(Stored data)
|---|

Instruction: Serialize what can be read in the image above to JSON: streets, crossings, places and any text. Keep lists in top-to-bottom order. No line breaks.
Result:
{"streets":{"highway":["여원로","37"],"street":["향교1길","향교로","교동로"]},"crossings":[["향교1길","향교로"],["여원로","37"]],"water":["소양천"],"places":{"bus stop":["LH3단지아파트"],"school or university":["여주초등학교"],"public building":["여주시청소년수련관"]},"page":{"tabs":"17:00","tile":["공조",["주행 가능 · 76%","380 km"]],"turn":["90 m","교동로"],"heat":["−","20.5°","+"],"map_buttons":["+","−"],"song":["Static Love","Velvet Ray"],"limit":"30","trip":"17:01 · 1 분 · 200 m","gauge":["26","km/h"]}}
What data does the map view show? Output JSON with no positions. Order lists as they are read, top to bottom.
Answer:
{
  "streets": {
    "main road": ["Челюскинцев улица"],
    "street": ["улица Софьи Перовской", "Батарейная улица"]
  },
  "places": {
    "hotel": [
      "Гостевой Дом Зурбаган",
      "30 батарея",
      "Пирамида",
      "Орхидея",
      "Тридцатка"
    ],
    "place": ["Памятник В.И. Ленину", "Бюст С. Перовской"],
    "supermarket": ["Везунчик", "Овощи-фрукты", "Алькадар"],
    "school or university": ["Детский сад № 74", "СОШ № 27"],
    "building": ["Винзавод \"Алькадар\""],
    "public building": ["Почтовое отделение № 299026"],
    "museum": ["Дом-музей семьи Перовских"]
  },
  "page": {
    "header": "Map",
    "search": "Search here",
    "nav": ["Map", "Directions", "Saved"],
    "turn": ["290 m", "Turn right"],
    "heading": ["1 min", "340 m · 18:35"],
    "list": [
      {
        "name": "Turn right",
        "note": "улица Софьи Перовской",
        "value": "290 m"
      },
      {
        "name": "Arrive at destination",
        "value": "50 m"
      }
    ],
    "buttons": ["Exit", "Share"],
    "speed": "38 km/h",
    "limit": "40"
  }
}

|---|

**Activity:**
A complete and exact reproduction of the data is needed.

**Answer to this exercise:**
Instruction: Serialize what can be read in the image above to JSON: streets, crossings, places and any text. Keep lists in top-to-bottom order. No line breaks.
Result:
{"streets":{"highway":["여원로","37"],"street":["향교1길","향교로","교동로"]},"crossings":[["향교1길","향교로"],["여원로","37"]],"water":["소양천"],"places":{"bus stop":["LH3단지아파트"],"school or university":["여주초등학교"],"public building":["여주시청소년수련관"]},"page":{"tabs":"17:00","tile":["공조",["주행 가능 · 76%","380 km"]],"turn":["90 m","교동로"],"heat":["−","20.5°","+"],"map_buttons":["+","−"],"song":["Static Love","Velvet Ray"],"limit":"30","trip":"17:01 · 1 분 · 200 m","gauge":["26","km/h"]}}
What data does the map view show? Output JSON with no positions. Order lists as they are read, top to bottom.
Answer:
{
  "streets": {
    "main road": ["Челюскинцев улица"],
    "street": ["улица Софьи Перовской", "Батарейная улица"]
  },
  "places": {
    "hotel": [
      "Гостевой Дом Зурбаган",
      "30 батарея",
      "Пирамида",
      "Орхидея",
      "Тридцатка"
    ],
    "place": ["Памятник В.И. Ленину", "Бюст С. Перовской"],
    "supermarket": ["Везунчик", "Овощи-фрукты", "Алькадар"],
    "school or university": ["Детский сад № 74", "СОШ № 27"],
    "building": ["Винзавод \"Алькадар\""],
    "public building": ["Почтовое отделение № 299026"],
    "museum": ["Дом-музей семьи Перовских"]
  },
  "page": {
    "header": "Map",
    "search": "Search here",
    "nav": ["Map", "Directions", "Saved"],
    "turn": ["290 m", "Turn right"],
    "heading": ["1 min", "340 m · 18:35"],
    "list": [
      {
        "name": "Turn right",
        "note": "улица Софьи Перовской",
        "value": "290 m"
      },
      {
        "name": "Arrive at destination",
        "value": "50 m"
      }
    ],
    "buttons": ["Exit", "Share"],
    "speed": "38 km/h",
    "limit": "40"
  }
}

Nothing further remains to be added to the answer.